▶ [TASK OBJECTIVE] Please output exactly the part of the records below that opens with the line containing "g.strokeStyle = color;" and closes with the line containing "M5,30l13,-25", both lines included, and nothing else.

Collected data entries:
# # # #

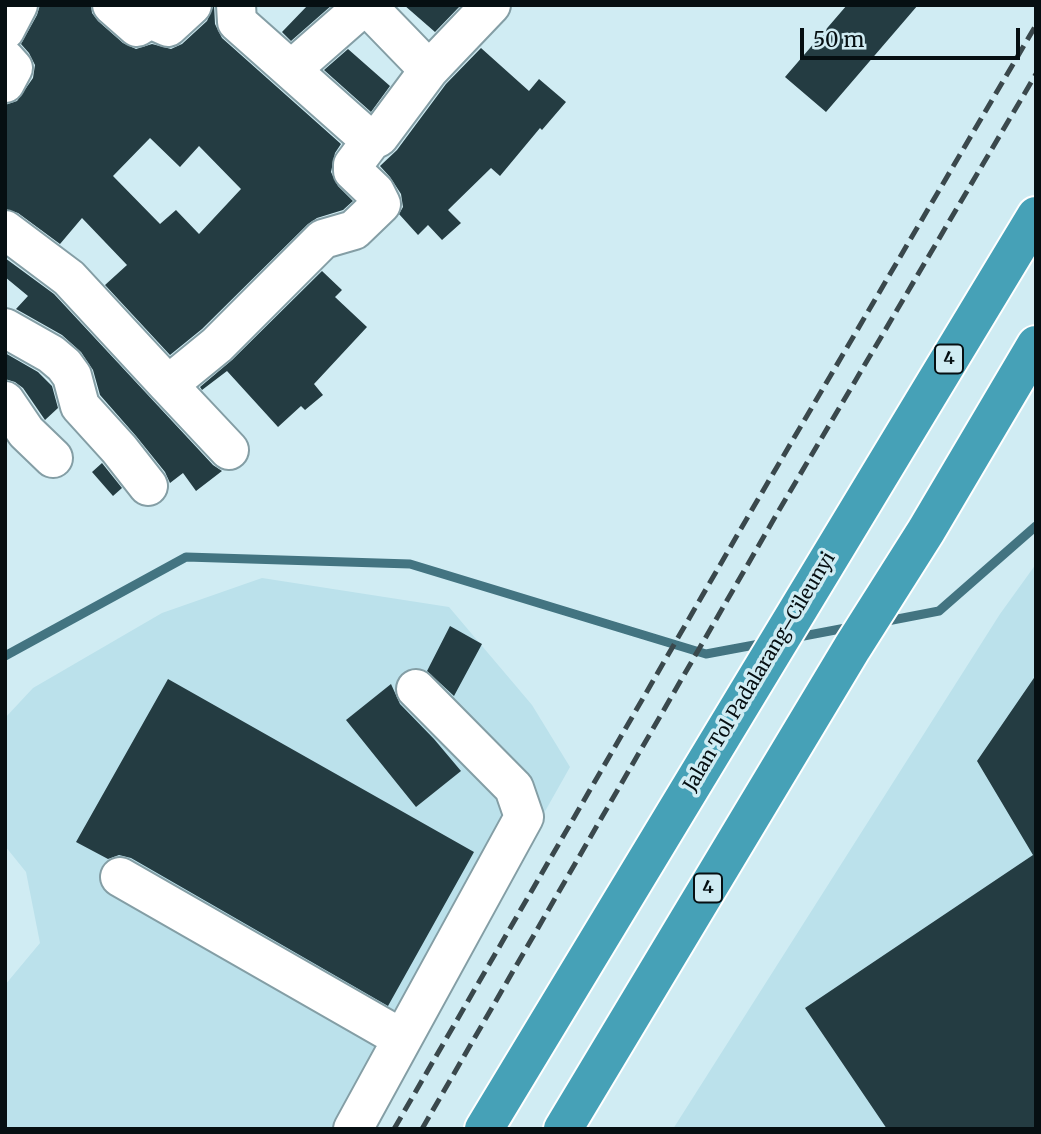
<!DOCTYPE html>
<html>
<head>
<meta charset="utf-8">
<style>
	body { margin:0 }
	#map { position:relative; width:1041px; height:1134px; overflow:hidden; background:#d0ecf3; font-family:Merriweather,serif }
	canvas { display:block }
	.frame { position:absolute; inset:0; border:7px solid #060f12; pointer-events:none }
	.scale { position:absolute; left:800px; top:28px; width:220px; height:32px; box-sizing:border-box; border:4px solid #060f12; border-top:0; padding-left:9px; font-size:21px; line-height:24px; white-space:nowrap; color:#060f12; -webkit-text-stroke:5px #d0ecf3; paint-order:stroke }
</style>
</head>
<body>
<div id="map">
<canvas width="1041" height="1134"></canvas>
<div class="frame"></div>
<div class="scale">50 m</div>
</div>
<script>
const g = document.querySelector('canvas').getContext('2d');
g.lineJoin = 'round';
function fillPath(path, color) {
  g.fillStyle = color;
  g.fill(path, 'evenodd');
}
function trace(path, color, width, dash) {
  g.strokeStyle = color;
  g.lineWidth = width;
  g.lineCap = dash ? 'butt' : 'round';
  g.setLineDash(dash || []);
  g.stroke(path);
}
function drawText(font, color, halo, rows, align = 'center') {
  g.font = font + ' Merriweather,serif';
  g.lineWidth = 7;
  g.setLineDash([]);
  g.textBaseline = 'middle';
  g.strokeStyle = halo;
  g.fillStyle = color;
  for (const [text, x, y, turn = 0] of rows) {
    g.save();
    g.translate(x, y);
    g.rotate((+turn || 0) * Math.PI / 180);
    g.textAlign = isNaN(turn) ? turn : align;
    if (halo) g.strokeText(text, 0, 0);
    g.fillText(text, 0, 0);
    g.restore();
  }
}
fillPath(new Path2D(`
	M1036,564v565h-363l327,-515z
	M262,578l187,29 83,98 38,62 -204,362h-361v-144l35,-42 -14,-71 -21,-26v-128l28,-30 129,-75z`), '#bbe1eb');
trace(new Path2D(`
	M882,622l57,-11 97,-85
	M793,638l58,-11
	M5,656l181,-99 224,7 296,90 59,-11`), '#437481', 9);
fillPath(new Path2D(`
	M40,5h51l1,8 6,8 25,22 13,6 16,-5 19,5 11,-5 25,-23 7,-16 1,19 7,14 119,106 -6,9 -4,19 7,14 15,15 -10,9 -26,8 -9,6 -106,105 -32,26 -65,-70 22,-20 -45,-47 -22,26 -42,-31 -13,-4v-104l12,-4 16,-23 2,-13 -6,-12 -8,-9 16,-29zM150,138l30,29 19,-21 42,43 -42,45 -23,-24 -16,14 -47,-48z
	M308,5h24l-41,36 -9,-9z
	M404,5h57l-26,27z
	M847,5h71l-92,107 -41,-35z
	M481,48l48,43 10,-12 27,23 -24,28 -2,-2 -40,48 -9,-8 -43,42 13,13 -19,17 -14,-15 -10,10 -19,-21 4,-7 -2,-13 -11,-17 -10,-11 17,-16 49,-66z
	M348,49l42,37 -19,26 -47,-42z
	M5,258l49,36 159,171 9,6 -26,20 -13,-18 -13,10 -5,-11 -29,-36 -36,-41 -7,-25 -12,-18 -19,-17 -46,-26 12,-13 -23,-19z
	M322,271l20,19 -7,7 32,30 -53,57 9,11 -18,15 -4,-4 -23,21 -51,-56 -25,19 -2,-3 32,-27z
	M5,353l33,19 14,14 6,22 -13,12 -22,-32 -8,-6 -10,-3z
	M102,463l20,25 -9,8 -21,-24z
	M450,626l32,18 -28,52 -27,-25z
	M1036,675v454h-149l-82,-121 228,-153 -56,-94z
	M168,679l306,173 -86,154 -257,-148 -12,-3 -11,4 -32,-17z
	M391,684l9,20 34,35 27,32 -45,36 -70,-87z`), '#243c42');
const minor = new Path2D(`
	M112,5l25,22 13,-8 18,8 24,-22
	M236,5l1,17 134,119 8,-4 50,-67 62,-65
	M366,5l63,65
	M5,30l13,-25
	M5,59l8,9 -8,15
	M292,69l73,-64
	M5,230l64,48 99,107 49,-40 106,-106 31,-9 27,-26 -6,-12 -22,-21v-6l18,-24
	M5,328l46,26 13,11 8,11 8,30 39,43 29,37
	M168,385l61,65
	M5,401l21,31 27,26
	M120,877l281,161
	M353,1129l171,-312 -10,-29 -98,-99`);
const highway = new Path2D(`
	M484,1129l552,-913
	M563,1129l289,-481 74,-117 110,-186`);
trace(minor, '#849ea5', 42);
trace(highway, '#fff', 42);
trace(minor, '#fff', 38);
trace(highway, '#46a1b7', 38);
trace(new Path2D(`
	M394,1129l363,-628 279,-476
	M422,1129l356,-617 258,-438`), '#3a484c', 5, [14, 7]);
for (const [x, y, w] of [
	[949,359,28],
	[708,888,28]
]) {
  const box = new Path2D();
  box.roundRect(x - w / 2, y - 14.5, w, 29, 5);
  g.fillStyle = '#d0ecf3';
  g.fill(box);
  trace(box, '#060f12', 2);
}
drawText('bold 18px', '#060f12', null, [
	["4",949,359],
	["4",708,888]
]);
drawText('19px', '#060f12', '#d0ecf3', [
	["Jalan Tol Padalarang–Cileunyi",760,672,-59]
]);
</script>
</body>
</html>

# # # #

▶ [RESULT OF THIS EXERCISE]
  g.strokeStyle = color;
  g.lineWidth = width;
  g.lineCap = dash ? 'butt' : 'round';
  g.setLineDash(dash || []);
  g.stroke(path);
}
function drawText(font, color, halo, rows, align = 'center') {
  g.font = font + ' Merriweather,serif';
  g.lineWidth = 7;
  g.setLineDash([]);
  g.textBaseline = 'middle';
  g.strokeStyle = halo;
  g.fillStyle = color;
  for (const [text, x, y, turn = 0] of rows) {
    g.save();
    g.translate(x, y);
    g.rotate((+turn || 0) * Math.PI / 180);
    g.textAlign = isNaN(turn) ? turn : align;
    if (halo) g.strokeText(text, 0, 0);
    g.fillText(text, 0, 0);
    g.restore();
  }
}
fillPath(new Path2D(`
	M1036,564v565h-363l327,-515z
	M262,578l187,29 83,98 38,62 -204,362h-361v-144l35,-42 -14,-71 -21,-26v-128l28,-30 129,-75z`), '#bbe1eb');
trace(new Path2D(`
	M882,622l57,-11 97,-85
	M793,638l58,-11
	M5,656l181,-99 224,7 296,90 59,-11`), '#437481', 9);
fillPath(new Path2D(`
	M40,5h51l1,8 6,8 25,22 13,6 16,-5 19,5 11,-5 25,-23 7,-16 1,19 7,14 119,106 -6,9 -4,19 7,14 15,15 -10,9 -26,8 -9,6 -106,105 -32,26 -65,-70 22,-20 -45,-47 -22,26 -42,-31 -13,-4v-104l12,-4 16,-23 2,-13 -6,-12 -8,-9 16,-29zM150,138l30,29 19,-21 42,43 -42,45 -23,-24 -16,14 -47,-48z
	M308,5h24l-41,36 -9,-9z
	M404,5h57l-26,27z
	M847,5h71l-92,107 -41,-35z
	M481,48l48,43 10,-12 27,23 -24,28 -2,-2 -40,48 -9,-8 -43,42 13,13 -19,17 -14,-15 -10,10 -19,-21 4,-7 -2,-13 -11,-17 -10,-11 17,-16 49,-66z
	M348,49l42,37 -19,26 -47,-42z
	M5,258l49,36 159,171 9,6 -26,20 -13,-18 -13,10 -5,-11 -29,-36 -36,-41 -7,-25 -12,-18 -19,-17 -46,-26 12,-13 -23,-19z
	M322,271l20,19 -7,7 32,30 -53,57 9,11 -18,15 -4,-4 -23,21 -51,-56 -25,19 -2,-3 32,-27z
	M5,353l33,19 14,14 6,22 -13,12 -22,-32 -8,-6 -10,-3z
	M102,463l20,25 -9,8 -21,-24z
	M450,626l32,18 -28,52 -27,-25z
	M1036,675v454h-149l-82,-121 228,-153 -56,-94z
	M168,679l306,173 -86,154 -257,-148 -12,-3 -11,4 -32,-17z
	M391,684l9,20 34,35 27,32 -45,36 -70,-87z`), '#243c42');
const minor = new Path2D(`
	M112,5l25,22 13,-8 18,8 24,-22
	M236,5l1,17 134,119 8,-4 50,-67 62,-65
	M366,5l63,65
	M5,30l13,-25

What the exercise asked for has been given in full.